Plant Breeding Seminar: Student presentations

Wednesday, April 9th, 2025
Agronomy 3140, 3:00 – 4:00 pm
“Genetic Insights into Mung Bean Protein Content”
Ashlyn Rairdin,
Seminar Description: Mung bean (Vigna radiata (L.) Wizcek) is a promising crop for the plant-based protein market, yet limited research has been conducted on its protein content in the United States. To support domestic breeding efforts, this study integrates genomic analysis with the Iowa mungbean breeding program to identify loci associated with protein content and facilitate marker-assisted selection. A diverse panel of 375 genotypes, representing accessions from multiple countries, was evaluated across three environments. Protein content and moisture were quantified using wet chemistry, and genome-wide association analyses were conducted. Significant single nucleotide polymorphisms (SNPs) were identified, suggesting potential candidate regions for selection. These findings provide valuable insights into the genetic architecture of protein content in mung bean and support the development of improved varieties tailored to U.S. production systems.

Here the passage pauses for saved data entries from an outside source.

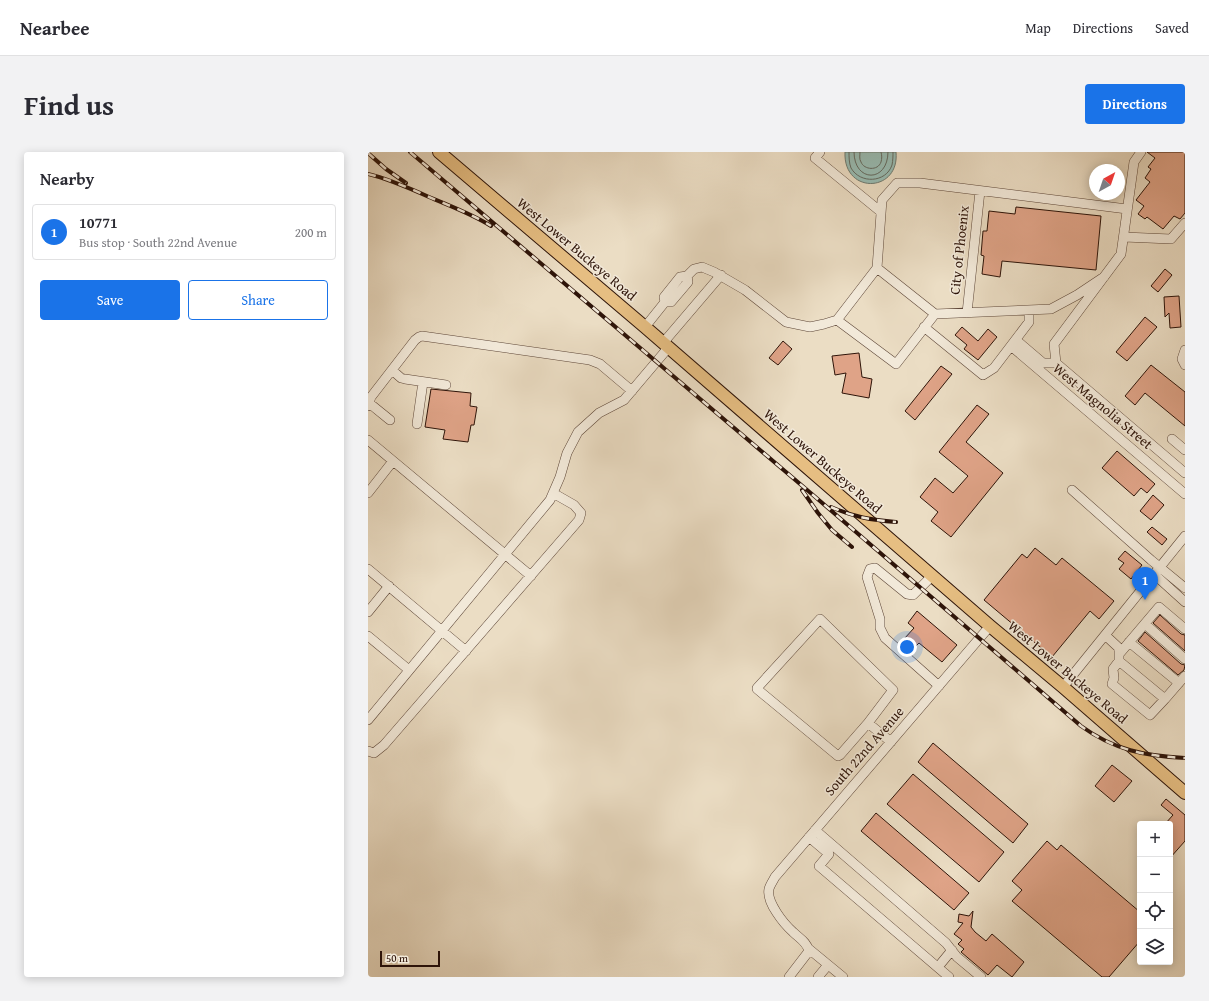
<!DOCTYPE html>
<meta charset="utf-8">
<style>
:root{--surface:#fff;--page:#f2f2f3;--text:#2b2b33;--muted:#7c7c81;--line:#e1e1e2;--accent:#1a73e8}
body{margin:0;font-family:"Gentium Book Plus",serif;background:var(--page);color:var(--text)}
.controls{position:absolute;right:12px;bottom:12px;display:grid;overflow:hidden;border-radius:4px;box-shadow:0 2px 10px #0003}
.controls button{width:36px;height:36px;display:grid;place-items:center;padding:0;border:0;border-bottom:1px solid var(--line);background:var(--surface);color:var(--text);font:20px sans-serif}
.compass{position:absolute;left:721px;top:12px;width:36px;height:36px;border-radius:50%;background:var(--surface);box-shadow:0 2px 10px #0003;rotate:40deg}
.scale{position:absolute;left:12px;bottom:10px;width:60px;box-sizing:border-box;padding-left:4px;border:2px solid #2e1409;border-top:0;font-size:11px;line-height:14px;white-space:nowrap;color:#2e1409;-webkit-text-stroke:3px #f2e9d9;paint-order:stroke}
.you{position:absolute;left:539px;top:495px;width:14px;height:14px;margin:-10px;border:3px solid #fff;border-radius:50%;background:#1a73e8;box-shadow:0 0 0 6px #1a73e833}
.badge{display:grid;place-items:center;width:26px;height:26px;border-radius:50%;background:var(--accent);color:#fff;font-size:13px;font-weight:700}
.pin{position:absolute;translate:-50% -33px;filter:drop-shadow(0 1px 2px #0008)}
.pin::after{content:'';position:absolute;top:21px;width:14px;height:12px;background:inherit;clip-path:polygon(0 0,100% 0,50% 100%)}
.list{margin:0;padding:0;list-style:none}
h2{display:flex;justify-content:space-between;align-items:center;height:52px;margin:0;padding:0 16px;font-size:17px}
h2 small{font-size:13px;font-weight:400;color:var(--muted)}
.list li{display:grid;grid-template-columns:26px 1fr auto;gap:12px;align-items:center;box-sizing:border-box;height:56px;margin:0 8px 8px;padding:0 8px;border:1px solid var(--line);border-radius:4px}
.list b{display:block;font-size:15px;white-space:nowrap}
.list p{margin:0;font-size:13px;white-space:nowrap;color:var(--muted)}
.list em{font-size:13px;font-style:normal;color:var(--muted)}
.actions{display:flex;gap:8px;padding:12px 16px}
.actions a{flex:1;padding:9px 0;border:1px solid var(--accent);border-radius:4px;text-align:center;font-size:14px;color:var(--accent)}
.actions .main{background:var(--accent);color:#fff}
.icon{flex:none;width:22px;height:22px;fill:none;stroke:currentColor;stroke-width:2;stroke-linecap:round;stroke-linejoin:round}
.map{position:relative;flex:none;width:817px;height:825px;overflow:hidden;border-radius:4px}
header{display:flex;align-items:center;gap:24px;box-sizing:border-box;height:56px;padding:0 20px;background:var(--surface);border-bottom:1px solid var(--line)}
header strong{font-size:19px}
nav{display:flex;gap:22px;margin-inline-start:auto;font-size:14px}
.intro{display:flex;align-items:center;justify-content:space-between;box-sizing:border-box;height:96px;padding:0 24px}
h1{margin:0;font-size:28px}
.button{padding:10px 18px;border-radius:4px;background:var(--accent);color:#fff;font-size:14px;font-weight:700}
main{display:flex;gap:24px;padding:0 24px}
aside{flex:1;background:var(--surface);border-radius:4px;box-shadow:0 2px 10px #0003}
.map>svg:first-child{display:block}
.water{fill:#98bcb3;stroke:#6e796f}
.lines{fill:none;stroke-linecap:round;stroke-linejoin:round}
.shore{stroke:#63685e;stroke-width:1}
.building{fill:#dfa387;stroke:#2e1409}
.minor-casing{stroke:#5d4638;stroke-width:10}
.major-casing{stroke:#2e1409;stroke-width:14}
.minor{stroke:#f2e9d9;stroke-width:9}
.major{stroke:#e6be82;stroke-width:12}
.rail-casing{stroke:#2e1409;stroke-width:4}
.rail{stroke:#f2e9d9;stroke-width:2.5;stroke-dasharray:8;stroke-linecap:butt}
.labels{text-anchor:middle;stroke-width:3;stroke-linejoin:round;paint-order:stroke}
.street-label{font-size:14px;fill:#2e1409;stroke:#f2e9d9}
</style>
<header>
<strong>Nearbee</strong>
<nav><a>Map</a><a>Directions</a><a>Saved</a></nav>
</header>
<div class="intro"><h1>Find us</h1><a class="button">Directions</a></div>
<main>
<aside>
<h2>Nearby<small></small></h2>
<ul class="list">
<li><span class="badge">1</span><div><b>10771</b><p>Bus stop · South 22nd Avenue</p></div><em>200 m</em></li>
</ul>
<div class="actions"><a class="main">Save</a><a>Share</a></div>
</aside>
<div class="map">
<svg width="817" height="825" viewBox="0 0 817 825">
<rect width="100%" height="100%" fill="#ebddc4"/>
<filter id="stains"><feTurbulence type="fractalNoise" baseFrequency=".005" numOctaves="4"/><feColorMatrix values="0 0 0 0 .2 0 0 0 0 .09 0 0 0 0 .02 0 0 0 .5 -.17"/></filter>
<radialGradient id="worn" r=".72"><stop offset=".6" stop-color="#630" stop-opacity="0"/><stop offset="1" stop-color="#630" stop-opacity=".3"/></radialGradient>
<path class="water" d="M477 0H528C532 41 475 43 477 0Z"/>
<g class="lines">
<path class="shore" d="M481 0C481 5 481 11 483 16 492 32 518 31 524 13 525 8 525 4 525 0
M486 0C486 31 520 31 520 0
M492 0C492 3 491 7 493 10 496 18 510 19 513 10 514 7 514 3 513 0"/>
</g>
<path class="building" d="M779 0H817V61L812 67 806 64 795 77 779 65 777 67 770 62 776 54 768 48 782 30 777 26 783 17 780 15 787 6Z
M648 55 733 64 728 118 634 109 632 125 614 122 616 104 613 103 615 79H619L621 59 647 62Z
M797 117 804 123 790 140 783 134Z
M811 144 813 175 802 176 801 161 797 165 796 145Z
M777 165 789 175 759 209 748 200Z
M594 175 610 189 620 177 629 185 610 208 596 197 599 193 587 183Z
M415 189 424 197 410 213 401 206Z
M491 201 494 225 504 227 501 246 474 241 478 221 467 223 464 204Z
M783 213 817 240V274L777 241 767 253 757 244Z
M573 214 584 222 547 268 537 259Z
M63 237 103 241 102 254 109 255 106 273H103L100 290 75 287 77 278 57 275Z
M609 253 621 262 598 290 635 321 583 385 563 369 570 360 552 345 567 326 585 341 600 324 571 300Z
M749 299 787 332 779 341 773 336 766 344 734 316Z
M785 343 796 353 783 368 772 359Z
M784 375 799 387 794 393 779 380Z
M667 396 688 413 694 406 746 449 731 467 722 459 684 505 616 448 654 402 659 406Z
M757 399 774 413 763 427 751 417 756 411 750 407Z
M549 459 589 493 574 510 551 491 546 496 536 487 546 476 540 471Z
M792 463 813 482 817 483V499L785 471Z
M777 480 813 512 817 513 816 518 810 523 770 489Z
M565 591 660 672 645 691 550 610Z
M744 613 764 629 746 650 727 634Z
M545 622 636 700 611 730 519 652Z
M798 647 817 663V689L802 706V672H797L805 663 793 653Z
M508 661 601 741 586 758 493 679Z
M679 689 689 698 693 693 772 760V789L741 825H734L644 749 654 738 644 729Z
M605 759 603 775 607 780 618 789 624 782 656 810 644 825 629 813 620 823 593 800 596 797 590 792 594 788 586 782 595 771 590 770 591 762 601 764Z"/>
<g class="lines">
<g class="minor-casing">
<path id="minor" d="M452 0 447 6 513 60
M756 85 803 87 817 71
M509 116 567 162 683 157 709 143 736 125
M319 124 326 117 334 115 346 120 377 138 418 170 442 175 456 172 469 168 509 116 514 48 529 31H552L759 57
M599 161 612 39
M469 168 528 212 567 162
M277 175 297 150 296 145 312 125 319 124 320 130 303 150H297
M556 175 615 223 626 216 661 170V158
M648 188 675 211H688L817 321
M295 191 353 123
M643 194 817 342
M817 198 814 207 817 213
M688 211 686 192 753 102 766 10 773 0
M24 218 33 226 37 227 78 233
M1 251 22 268
M0 254 3 245 47 188 51 185 54 184 222 208 232 212 264 239
M49 272 55 230
M804 287 817 298
M0 288 163 424
M704 338 783 408 817 436
M0 341 25 309
M0 417 98 499
M786 422 817 450
M564 424 545 443 539 442 507 416 502 417 499 425 512 467V476L517 486 571 534
M0 460 21 434
M777 472 817 507
M737 483 751 496V509L797 547 817 524
M0 484 41 518
M761 490 811 531
M752 501 791 455 817 477
M751 509 745 517 746 526 744 532 782 563 797 547
M695 535 817 384
M0 568 182 348 192 325 199 301 210 280 231 261 256 248 300 196
M500 571 525 538 452 467 389 536V537L470 604 472 603 500 571 523 590
M0 599 6 601 16 593 211 368 213 361 206 353 185 341
M447 678 578 791 589 805 613 825
M441 685 461 702 451 714 581 825
M441 797 475 825
M570 815 584 798
M421 825 441 799C439 790 431 786 425 780 416 772 398 750 401 737 402 733 405 729 407 725L622 474
M450 825 460 813"/>
</g>
<g class="major-casing">
<path id="major" d="M71 0 277 175 622 474 695 535 817 641"/>
</g>
<use href="#minor" class="minor"/>
<use href="#major" class="major"/>
<g class="rail-casing">
<path id="rail" d="M42 0 445 343 713 574C746 598 777 604 817 606
M0 1 18 17 38 31
M0 22C21 27 41 36 61 45 82 54 104 62 123 74
M434 338 450 361 464 378 484 395
M463 355C486 365 503 368 528 370"/>
</g>
<use href="#rail" class="rail"/>
</g>
<g class="labels">
<g class="street-label">
<text transform="translate(209 97) rotate(40)" y="5">West Lower Buckeye Road</text>
<text transform="translate(591 98) rotate(-84)" y="5">City of Phoenix</text>
<text transform="translate(735 254) rotate(40)" y="5">West Magnolia Street</text>
<text transform="translate(455 309) rotate(41)" y="5">West Lower Buckeye Road</text>
<text transform="translate(700 520) rotate(40)" y="5">West Lower Buckeye Road</text>
<text transform="translate(496 599) rotate(-49)" y="5">South 22nd Avenue</text>
</g>
</g>
<rect width="100%" height="100%" filter="url(#stains)"/>
<rect width="100%" height="100%" fill="url(#worn)"/>
</svg>
<div class="controls">
<button>+</button>
<button>−</button>
<button><svg class="icon" aria-label="locate" viewBox="0 0 24 24"><circle cx="12" cy="12" r="6"/><path d="M12 2v4M12 18v4M2 12h4M18 12h4"/></svg></button>
<button><svg class="icon" aria-label="layers" viewBox="0 0 24 24"><path d="M12 4l9 5-9 5-9-5zM3 14l9 5 9-5"/></svg></button>
</div>
<svg class="compass" viewBox="-18 -18 36 36"><path d="M0-13l5 13h-10z" fill="#e53935"/><path d="M0 13l5-13h-10z" fill="#7c7c81"/></svg>
<div class="scale">50 m</div>
<div class="you"></div>
<div class="pin badge" style="left:777px;top:448px">1</div>
</div>
</main>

Ashlyn Rairdin is a Ph.D. student in Plant Breeding at Iowa State University, specializing in Predictive Plant Phenomics under Dr. Arti Singh. Her research focuses on high-throughput phenotyping for protein content and yield prediction in mung bean using drone-based imagery. Beyond research, she has served as president of the Predictive Plant Phenomics graduate student organization and held leadership roles in the R.F. Baker Plant Breeding Committee. She is also a lead organizer for the Workforce in Ag and AI group, coordinating outreach efforts to engage students and the public in agricultural technology. Ashlyn is interested in opportunities that allow her to develop and apply phenotyping tools to support plant breeding and research.

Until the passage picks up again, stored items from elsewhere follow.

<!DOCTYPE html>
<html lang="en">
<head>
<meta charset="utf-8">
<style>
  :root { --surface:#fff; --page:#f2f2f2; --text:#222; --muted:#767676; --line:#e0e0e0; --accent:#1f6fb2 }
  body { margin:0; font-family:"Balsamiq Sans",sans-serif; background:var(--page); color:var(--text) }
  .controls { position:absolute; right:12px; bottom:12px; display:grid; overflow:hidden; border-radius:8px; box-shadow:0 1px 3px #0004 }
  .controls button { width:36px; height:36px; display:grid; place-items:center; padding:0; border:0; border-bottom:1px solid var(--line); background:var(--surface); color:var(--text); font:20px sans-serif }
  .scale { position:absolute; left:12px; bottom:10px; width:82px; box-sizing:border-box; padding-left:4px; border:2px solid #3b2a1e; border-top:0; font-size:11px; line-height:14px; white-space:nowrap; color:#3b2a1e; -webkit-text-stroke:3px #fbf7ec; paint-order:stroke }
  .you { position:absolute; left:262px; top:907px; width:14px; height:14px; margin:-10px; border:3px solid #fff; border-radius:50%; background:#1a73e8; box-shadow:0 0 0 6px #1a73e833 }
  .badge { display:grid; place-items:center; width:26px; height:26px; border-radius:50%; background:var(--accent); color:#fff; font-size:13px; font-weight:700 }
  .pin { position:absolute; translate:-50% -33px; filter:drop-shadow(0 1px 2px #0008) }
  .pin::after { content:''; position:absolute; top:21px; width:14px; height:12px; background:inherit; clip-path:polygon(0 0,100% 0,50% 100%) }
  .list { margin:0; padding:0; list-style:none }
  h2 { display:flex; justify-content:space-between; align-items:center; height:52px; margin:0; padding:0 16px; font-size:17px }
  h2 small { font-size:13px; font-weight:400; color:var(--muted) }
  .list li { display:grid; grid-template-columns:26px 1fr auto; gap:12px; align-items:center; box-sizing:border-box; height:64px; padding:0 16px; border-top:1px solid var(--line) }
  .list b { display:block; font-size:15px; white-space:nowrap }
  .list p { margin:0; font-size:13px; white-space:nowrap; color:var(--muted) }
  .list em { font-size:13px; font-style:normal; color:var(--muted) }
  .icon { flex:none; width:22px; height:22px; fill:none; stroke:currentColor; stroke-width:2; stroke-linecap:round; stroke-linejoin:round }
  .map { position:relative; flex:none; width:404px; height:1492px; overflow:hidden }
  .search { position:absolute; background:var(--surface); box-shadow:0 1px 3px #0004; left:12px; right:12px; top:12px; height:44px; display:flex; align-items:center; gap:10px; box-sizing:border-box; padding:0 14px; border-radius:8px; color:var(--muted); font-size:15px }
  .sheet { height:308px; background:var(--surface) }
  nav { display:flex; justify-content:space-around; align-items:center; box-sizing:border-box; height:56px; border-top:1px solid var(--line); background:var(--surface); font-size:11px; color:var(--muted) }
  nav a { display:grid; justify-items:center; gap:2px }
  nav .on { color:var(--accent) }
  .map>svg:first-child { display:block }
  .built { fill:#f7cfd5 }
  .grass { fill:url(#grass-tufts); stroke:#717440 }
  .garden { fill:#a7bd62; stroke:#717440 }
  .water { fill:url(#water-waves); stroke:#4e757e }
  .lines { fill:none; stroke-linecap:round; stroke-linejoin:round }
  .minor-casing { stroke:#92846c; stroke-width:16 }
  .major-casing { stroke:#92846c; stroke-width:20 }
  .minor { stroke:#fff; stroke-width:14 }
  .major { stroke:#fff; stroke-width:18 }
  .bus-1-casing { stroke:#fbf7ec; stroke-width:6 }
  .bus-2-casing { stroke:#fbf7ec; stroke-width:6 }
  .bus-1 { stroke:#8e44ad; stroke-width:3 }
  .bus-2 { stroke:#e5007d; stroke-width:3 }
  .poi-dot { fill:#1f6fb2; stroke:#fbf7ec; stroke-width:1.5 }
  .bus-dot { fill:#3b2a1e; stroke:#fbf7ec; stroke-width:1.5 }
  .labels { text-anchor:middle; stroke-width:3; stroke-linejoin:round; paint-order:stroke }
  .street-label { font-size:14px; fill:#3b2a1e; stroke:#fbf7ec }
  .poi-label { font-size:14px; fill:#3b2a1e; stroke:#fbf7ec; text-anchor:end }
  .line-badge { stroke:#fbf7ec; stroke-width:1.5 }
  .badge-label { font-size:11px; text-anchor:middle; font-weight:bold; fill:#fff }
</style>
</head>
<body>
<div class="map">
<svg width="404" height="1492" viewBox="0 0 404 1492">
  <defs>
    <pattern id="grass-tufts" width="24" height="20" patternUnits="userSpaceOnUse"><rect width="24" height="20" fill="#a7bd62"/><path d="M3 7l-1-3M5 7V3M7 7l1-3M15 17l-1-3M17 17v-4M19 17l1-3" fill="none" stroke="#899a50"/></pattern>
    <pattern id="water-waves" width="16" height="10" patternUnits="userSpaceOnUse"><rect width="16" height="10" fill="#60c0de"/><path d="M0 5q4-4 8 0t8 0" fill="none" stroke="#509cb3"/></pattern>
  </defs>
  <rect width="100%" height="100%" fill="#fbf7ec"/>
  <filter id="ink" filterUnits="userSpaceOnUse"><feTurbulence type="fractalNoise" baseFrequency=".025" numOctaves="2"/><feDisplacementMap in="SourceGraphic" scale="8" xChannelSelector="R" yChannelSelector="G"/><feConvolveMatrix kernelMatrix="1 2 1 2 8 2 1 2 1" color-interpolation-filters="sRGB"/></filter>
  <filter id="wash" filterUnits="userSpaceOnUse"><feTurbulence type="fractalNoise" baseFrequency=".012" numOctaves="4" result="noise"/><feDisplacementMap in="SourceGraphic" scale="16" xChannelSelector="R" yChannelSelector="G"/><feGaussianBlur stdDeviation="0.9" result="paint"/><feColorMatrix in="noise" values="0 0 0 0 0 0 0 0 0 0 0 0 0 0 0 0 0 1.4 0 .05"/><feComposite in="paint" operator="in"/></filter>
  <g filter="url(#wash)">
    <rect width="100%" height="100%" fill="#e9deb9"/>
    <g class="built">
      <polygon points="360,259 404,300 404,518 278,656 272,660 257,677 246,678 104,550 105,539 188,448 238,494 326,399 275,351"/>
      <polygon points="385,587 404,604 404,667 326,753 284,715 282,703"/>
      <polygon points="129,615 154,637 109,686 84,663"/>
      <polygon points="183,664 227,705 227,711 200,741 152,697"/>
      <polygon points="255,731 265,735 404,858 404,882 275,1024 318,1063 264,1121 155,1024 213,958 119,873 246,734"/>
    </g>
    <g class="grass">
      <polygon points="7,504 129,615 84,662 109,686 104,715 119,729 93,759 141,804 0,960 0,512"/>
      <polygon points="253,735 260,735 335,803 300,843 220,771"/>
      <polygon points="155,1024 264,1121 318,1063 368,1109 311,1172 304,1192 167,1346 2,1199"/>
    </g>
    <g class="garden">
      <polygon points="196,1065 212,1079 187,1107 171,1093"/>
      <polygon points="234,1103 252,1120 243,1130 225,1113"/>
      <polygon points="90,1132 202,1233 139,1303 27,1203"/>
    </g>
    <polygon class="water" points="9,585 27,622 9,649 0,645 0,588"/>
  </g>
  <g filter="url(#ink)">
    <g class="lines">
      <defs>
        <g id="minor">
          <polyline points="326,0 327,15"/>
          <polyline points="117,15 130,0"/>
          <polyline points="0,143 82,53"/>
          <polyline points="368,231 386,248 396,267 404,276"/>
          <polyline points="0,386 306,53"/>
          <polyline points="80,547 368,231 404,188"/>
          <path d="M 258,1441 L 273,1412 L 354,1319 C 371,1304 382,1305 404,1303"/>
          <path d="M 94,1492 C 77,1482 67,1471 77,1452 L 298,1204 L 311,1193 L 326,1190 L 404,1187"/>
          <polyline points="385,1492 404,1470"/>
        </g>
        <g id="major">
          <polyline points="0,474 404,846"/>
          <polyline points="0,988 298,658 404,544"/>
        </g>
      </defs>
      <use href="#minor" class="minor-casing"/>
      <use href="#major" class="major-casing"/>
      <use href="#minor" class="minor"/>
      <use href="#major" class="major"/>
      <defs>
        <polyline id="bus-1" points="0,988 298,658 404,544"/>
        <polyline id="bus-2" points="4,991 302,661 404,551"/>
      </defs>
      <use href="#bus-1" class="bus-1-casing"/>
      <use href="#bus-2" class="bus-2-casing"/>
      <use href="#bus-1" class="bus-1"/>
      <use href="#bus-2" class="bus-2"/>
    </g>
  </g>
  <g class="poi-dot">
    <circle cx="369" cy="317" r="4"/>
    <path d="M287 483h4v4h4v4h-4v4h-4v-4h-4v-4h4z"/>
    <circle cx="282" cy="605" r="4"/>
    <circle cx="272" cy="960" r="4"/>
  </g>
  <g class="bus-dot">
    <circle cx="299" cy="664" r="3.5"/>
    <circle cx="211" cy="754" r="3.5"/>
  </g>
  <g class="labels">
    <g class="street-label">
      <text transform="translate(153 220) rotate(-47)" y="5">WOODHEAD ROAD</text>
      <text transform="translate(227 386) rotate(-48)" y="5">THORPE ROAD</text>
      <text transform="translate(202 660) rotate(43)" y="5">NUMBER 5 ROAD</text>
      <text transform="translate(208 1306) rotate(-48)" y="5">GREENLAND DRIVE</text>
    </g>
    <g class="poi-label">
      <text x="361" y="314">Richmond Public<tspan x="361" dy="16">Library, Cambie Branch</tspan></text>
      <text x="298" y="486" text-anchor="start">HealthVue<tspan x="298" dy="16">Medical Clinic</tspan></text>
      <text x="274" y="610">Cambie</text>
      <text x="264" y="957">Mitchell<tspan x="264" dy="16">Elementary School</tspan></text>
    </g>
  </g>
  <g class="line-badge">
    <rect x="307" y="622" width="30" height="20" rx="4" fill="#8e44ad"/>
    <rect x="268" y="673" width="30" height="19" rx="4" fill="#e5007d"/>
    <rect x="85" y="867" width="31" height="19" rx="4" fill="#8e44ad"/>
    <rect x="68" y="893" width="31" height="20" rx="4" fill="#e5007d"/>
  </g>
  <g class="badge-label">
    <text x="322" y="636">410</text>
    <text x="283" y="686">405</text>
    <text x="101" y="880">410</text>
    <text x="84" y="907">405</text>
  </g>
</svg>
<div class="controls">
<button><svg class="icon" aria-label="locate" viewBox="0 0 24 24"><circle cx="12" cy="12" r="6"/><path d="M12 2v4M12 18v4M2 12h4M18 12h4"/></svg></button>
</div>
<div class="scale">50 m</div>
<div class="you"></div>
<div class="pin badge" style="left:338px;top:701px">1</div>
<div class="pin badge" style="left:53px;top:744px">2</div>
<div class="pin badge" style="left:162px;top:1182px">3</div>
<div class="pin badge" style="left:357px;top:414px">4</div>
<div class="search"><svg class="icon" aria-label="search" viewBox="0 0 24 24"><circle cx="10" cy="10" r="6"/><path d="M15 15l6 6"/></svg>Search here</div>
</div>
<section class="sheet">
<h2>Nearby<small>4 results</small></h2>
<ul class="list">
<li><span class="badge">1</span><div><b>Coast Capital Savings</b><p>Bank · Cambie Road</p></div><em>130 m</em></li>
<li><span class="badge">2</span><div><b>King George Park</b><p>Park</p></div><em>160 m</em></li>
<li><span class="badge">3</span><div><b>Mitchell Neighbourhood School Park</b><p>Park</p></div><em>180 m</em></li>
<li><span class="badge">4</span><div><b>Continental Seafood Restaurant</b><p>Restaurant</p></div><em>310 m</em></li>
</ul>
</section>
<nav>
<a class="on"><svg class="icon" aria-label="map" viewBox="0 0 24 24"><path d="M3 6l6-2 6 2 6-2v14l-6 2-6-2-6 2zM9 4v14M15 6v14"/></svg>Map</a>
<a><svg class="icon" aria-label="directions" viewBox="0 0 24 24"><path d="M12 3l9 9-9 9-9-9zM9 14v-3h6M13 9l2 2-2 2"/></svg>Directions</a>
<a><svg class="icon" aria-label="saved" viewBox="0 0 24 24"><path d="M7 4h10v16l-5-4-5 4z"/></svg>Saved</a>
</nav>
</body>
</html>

"Data-Driven Soybean Yield Prediction Using Soil, Ground Hyperspectral, UAV, and Satellite Multispectral Data"
Joscif Raigne,
Seminar Description: Predicting soybean yield accurately is a complex challenge in plant breeding due to various interacting factors. This study addresses this challenge by performing comprehensive analysis using multiple data sources: soil data, ground-based hyperspectral reflectance, uncrewed aerial vehicle (UAV)-based multispectral reflectance, and satellite-based multispectral reflectance data. This research aims to understand which data collection scenarios offer the best opportunities for predicting end-season seed yield with high accuracy. This study employed data-driven learning and machine learning models, including random forest regression, along with feature selection techniques to identify the most informative features from each data source. By evaluating the contributions of each data source, this research highlights the potential of integrating remote sensing technologies and soil data to optimize data-driven approaches for soybean yield prediction and breeding decisions in large-scale programs.
Joscif G. Raigne is a Ph.D. student in Plant Breeding at Iowa State University under the guidance of Dr. Asheesh K. Singh (Danny). He completed his bachelor’s in biotechnologies at Utah Valley University and his master’s in plant breeding at Iowa State University also under Dr. Singh. He has extensive experience in high-throughput phenotyping, remote sensing, and data analytics, applying drone and satellite-based tools to improve selection efficiency in large-scale breeding trials.
Through his work, Joscif develops workflows that integrate UAV flights, sensor data such as RGB, LiDAR, and multispectral, and modeling platforms such as APSIM to optimize decisions in cultivar development to accelerate breeding progress and address emerging challenges in agriculture.
He has led projects focusing on soybean biomass partitioning, residue quality, cultivar improvement, and SCN (soy cyst nematode) resistance, as well as field pea breeding for Midwest adaptation. His contributions also extend to collaborative efforts implementing ground rovers and near-field abiotic stress testing to advance climate-resilient crops. Joscif regularly mentors students in drone operation and data-processing pipelines, fuelling innovation in plant breeding programs.